= Work order =
Please print the records below word for word.

BEGIN

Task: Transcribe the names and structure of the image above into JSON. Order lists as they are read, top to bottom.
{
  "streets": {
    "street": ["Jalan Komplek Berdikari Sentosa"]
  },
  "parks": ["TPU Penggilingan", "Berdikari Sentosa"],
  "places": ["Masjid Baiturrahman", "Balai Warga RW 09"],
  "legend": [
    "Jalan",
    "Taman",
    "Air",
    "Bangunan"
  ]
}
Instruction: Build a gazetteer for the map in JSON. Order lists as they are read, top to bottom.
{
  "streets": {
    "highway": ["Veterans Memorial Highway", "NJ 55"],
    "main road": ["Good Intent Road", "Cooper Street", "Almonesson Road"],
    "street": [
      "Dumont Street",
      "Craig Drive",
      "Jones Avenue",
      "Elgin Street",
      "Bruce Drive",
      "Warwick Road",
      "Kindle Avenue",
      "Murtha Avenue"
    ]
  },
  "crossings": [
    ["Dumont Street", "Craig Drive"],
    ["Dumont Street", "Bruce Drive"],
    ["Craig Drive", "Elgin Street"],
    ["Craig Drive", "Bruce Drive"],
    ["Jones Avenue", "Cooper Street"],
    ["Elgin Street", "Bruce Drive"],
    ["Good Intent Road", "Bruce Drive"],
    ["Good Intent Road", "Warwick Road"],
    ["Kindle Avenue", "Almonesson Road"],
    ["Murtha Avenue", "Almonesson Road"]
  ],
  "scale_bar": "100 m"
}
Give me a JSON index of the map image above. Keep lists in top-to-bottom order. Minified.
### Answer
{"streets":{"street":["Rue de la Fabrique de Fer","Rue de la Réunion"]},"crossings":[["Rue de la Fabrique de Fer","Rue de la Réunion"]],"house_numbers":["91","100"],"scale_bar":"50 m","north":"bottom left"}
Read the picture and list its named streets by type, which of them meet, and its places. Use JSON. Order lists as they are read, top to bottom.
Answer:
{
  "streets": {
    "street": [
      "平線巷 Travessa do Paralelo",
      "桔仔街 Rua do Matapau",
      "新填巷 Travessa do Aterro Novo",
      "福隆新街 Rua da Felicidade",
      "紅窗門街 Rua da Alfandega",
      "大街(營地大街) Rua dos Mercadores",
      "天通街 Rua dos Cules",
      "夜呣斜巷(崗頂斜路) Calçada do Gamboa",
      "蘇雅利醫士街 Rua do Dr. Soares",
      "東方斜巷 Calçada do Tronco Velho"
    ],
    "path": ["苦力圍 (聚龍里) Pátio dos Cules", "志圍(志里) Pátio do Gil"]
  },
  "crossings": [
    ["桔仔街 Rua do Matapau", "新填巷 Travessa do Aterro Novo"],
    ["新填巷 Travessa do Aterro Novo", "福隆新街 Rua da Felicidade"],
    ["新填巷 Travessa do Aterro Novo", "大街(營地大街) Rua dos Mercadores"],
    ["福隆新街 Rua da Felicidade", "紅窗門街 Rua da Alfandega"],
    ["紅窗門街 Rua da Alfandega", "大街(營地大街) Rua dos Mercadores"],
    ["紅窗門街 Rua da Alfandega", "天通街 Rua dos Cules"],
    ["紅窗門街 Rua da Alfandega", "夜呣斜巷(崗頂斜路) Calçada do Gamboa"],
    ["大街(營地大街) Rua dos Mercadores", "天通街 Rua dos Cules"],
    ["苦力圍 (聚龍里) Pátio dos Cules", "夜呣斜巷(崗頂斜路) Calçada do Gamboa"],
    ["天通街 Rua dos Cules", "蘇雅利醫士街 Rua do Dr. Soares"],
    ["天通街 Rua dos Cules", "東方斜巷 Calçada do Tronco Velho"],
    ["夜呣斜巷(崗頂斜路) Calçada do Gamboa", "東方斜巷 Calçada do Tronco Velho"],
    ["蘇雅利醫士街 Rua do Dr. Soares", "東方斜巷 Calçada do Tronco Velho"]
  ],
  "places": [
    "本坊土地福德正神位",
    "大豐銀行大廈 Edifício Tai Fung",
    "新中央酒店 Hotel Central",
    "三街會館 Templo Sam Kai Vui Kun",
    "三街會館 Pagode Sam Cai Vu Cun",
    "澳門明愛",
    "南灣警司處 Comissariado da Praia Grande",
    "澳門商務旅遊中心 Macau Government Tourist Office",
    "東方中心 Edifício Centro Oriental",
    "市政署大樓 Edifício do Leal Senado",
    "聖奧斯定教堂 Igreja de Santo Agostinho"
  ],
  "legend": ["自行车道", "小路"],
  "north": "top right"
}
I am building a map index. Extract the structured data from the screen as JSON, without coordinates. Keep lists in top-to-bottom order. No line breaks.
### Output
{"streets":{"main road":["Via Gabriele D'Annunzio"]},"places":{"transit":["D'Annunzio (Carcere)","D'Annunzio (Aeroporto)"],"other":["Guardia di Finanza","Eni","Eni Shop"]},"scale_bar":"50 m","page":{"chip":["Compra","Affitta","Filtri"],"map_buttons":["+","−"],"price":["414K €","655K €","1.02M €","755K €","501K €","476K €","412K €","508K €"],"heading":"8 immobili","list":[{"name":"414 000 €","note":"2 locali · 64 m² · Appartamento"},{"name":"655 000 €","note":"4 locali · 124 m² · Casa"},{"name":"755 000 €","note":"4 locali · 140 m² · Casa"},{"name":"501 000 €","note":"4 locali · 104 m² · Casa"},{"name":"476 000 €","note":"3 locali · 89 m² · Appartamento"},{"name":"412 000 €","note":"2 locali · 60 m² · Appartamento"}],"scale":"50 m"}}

END

= Reply to the task =
Task: Transcribe the names and structure of the image above into JSON. Order lists as they are read, top to bottom.
{
  "streets": {
    "street": ["Jalan Komplek Berdikari Sentosa"]
  },
  "parks": ["TPU Penggilingan", "Berdikari Sentosa"],
  "places": ["Masjid Baiturrahman", "Balai Warga RW 09"],
  "legend": [
    "Jalan",
    "Taman",
    "Air",
    "Bangunan"
  ]
}
Instruction: Build a gazetteer for the map in JSON. Order lists as they are read, top to bottom.
{
  "streets": {
    "highway": ["Veterans Memorial Highway", "NJ 55"],
    "main road": ["Good Intent Road", "Cooper Street", "Almonesson Road"],
    "street": [
      "Dumont Street",
      "Craig Drive",
      "Jones Avenue",
      "Elgin Street",
      "Bruce Drive",
      "Warwick Road",
      "Kindle Avenue",
      "Murtha Avenue"
    ]
  },
  "crossings": [
    ["Dumont Street", "Craig Drive"],
    ["Dumont Street", "Bruce Drive"],
    ["Craig Drive", "Elgin Street"],
    ["Craig Drive", "Bruce Drive"],
    ["Jones Avenue", "Cooper Street"],
    ["Elgin Street", "Bruce Drive"],
    ["Good Intent Road", "Bruce Drive"],
    ["Good Intent Road", "Warwick Road"],
    ["Kindle Avenue", "Almonesson Road"],
    ["Murtha Avenue", "Almonesson Road"]
  ],
  "scale_bar": "100 m"
}
Give me a JSON index of the map image above. Keep lists in top-to-bottom order. Minified.
### Answer
{"streets":{"street":["Rue de la Fabrique de Fer","Rue de la Réunion"]},"crossings":[["Rue de la Fabrique de Fer","Rue de la Réunion"]],"house_numbers":["91","100"],"scale_bar":"50 m","north":"bottom left"}
Read the picture and list its named streets by type, which of them meet, and its places. Use JSON. Order lists as they are read, top to bottom.
Answer:
{
  "streets": {
    "street": [
      "平線巷 Travessa do Paralelo",
      "桔仔街 Rua do Matapau",
      "新填巷 Travessa do Aterro Novo",
      "福隆新街 Rua da Felicidade",
      "紅窗門街 Rua da Alfandega",
      "大街(營地大街) Rua dos Mercadores",
      "天通街 Rua dos Cules",
      "夜呣斜巷(崗頂斜路) Calçada do Gamboa",
      "蘇雅利醫士街 Rua do Dr. Soares",
      "東方斜巷 Calçada do Tronco Velho"
    ],
    "path": ["苦力圍 (聚龍里) Pátio dos Cules", "志圍(志里) Pátio do Gil"]
  },
  "crossings": [
    ["桔仔街 Rua do Matapau", "新填巷 Travessa do Aterro Novo"],
    ["新填巷 Travessa do Aterro Novo", "福隆新街 Rua da Felicidade"],
    ["新填巷 Travessa do Aterro Novo", "大街(營地大街) Rua dos Mercadores"],
    ["福隆新街 Rua da Felicidade", "紅窗門街 Rua da Alfandega"],
    ["紅窗門街 Rua da Alfandega", "大街(營地大街) Rua dos Mercadores"],
    ["紅窗門街 Rua da Alfandega", "天通街 Rua dos Cules"],
    ["紅窗門街 Rua da Alfandega", "夜呣斜巷(崗頂斜路) Calçada do Gamboa"],
    ["大街(營地大街) Rua dos Mercadores", "天通街 Rua dos Cules"],
    ["苦力圍 (聚龍里) Pátio dos Cules", "夜呣斜巷(崗頂斜路) Calçada do Gamboa"],
    ["天通街 Rua dos Cules", "蘇雅利醫士街 Rua do Dr. Soares"],
    ["天通街 Rua dos Cules", "東方斜巷 Calçada do Tronco Velho"],
    ["夜呣斜巷(崗頂斜路) Calçada do Gamboa", "東方斜巷 Calçada do Tronco Velho"],
    ["蘇雅利醫士街 Rua do Dr. Soares", "東方斜巷 Calçada do Tronco Velho"]
  ],
  "places": [
    "本坊土地福德正神位",
    "大豐銀行大廈 Edifício Tai Fung",
    "新中央酒店 Hotel Central",
    "三街會館 Templo Sam Kai Vui Kun",
    "三街會館 Pagode Sam Cai Vu Cun",
    "澳門明愛",
    "南灣警司處 Comissariado da Praia Grande",
    "澳門商務旅遊中心 Macau Government Tourist Office",
    "東方中心 Edifício Centro Oriental",
    "市政署大樓 Edifício do Leal Senado",
    "聖奧斯定教堂 Igreja de Santo Agostinho"
  ],
  "legend": ["自行车道", "小路"],
  "north": "top right"
}
I am building a map index. Extract the structured data from the screen as JSON, without coordinates. Keep lists in top-to-bottom order. No line breaks.
### Output
{"streets":{"main road":["Via Gabriele D'Annunzio"]},"places":{"transit":["D'Annunzio (Carcere)","D'Annunzio (Aeroporto)"],"other":["Guardia di Finanza","Eni","Eni Shop"]},"scale_bar":"50 m","page":{"chip":["Compra","Affitta","Filtri"],"map_buttons":["+","−"],"price":["414K €","655K €","1.02M €","755K €","501K €","476K €","412K €","508K €"],"heading":"8 immobili","list":[{"name":"414 000 €","note":"2 locali · 64 m² · Appartamento"},{"name":"655 000 €","note":"4 locali · 124 m² · Casa"},{"name":"755 000 €","note":"4 locali · 140 m² · Casa"},{"name":"501 000 €","note":"4 locali · 104 m² · Casa"},{"name":"476 000 €","note":"3 locali · 89 m² · Appartamento"},{"name":"412 000 €","note":"2 locali · 60 m² · Appartamento"}],"scale":"50 m"}}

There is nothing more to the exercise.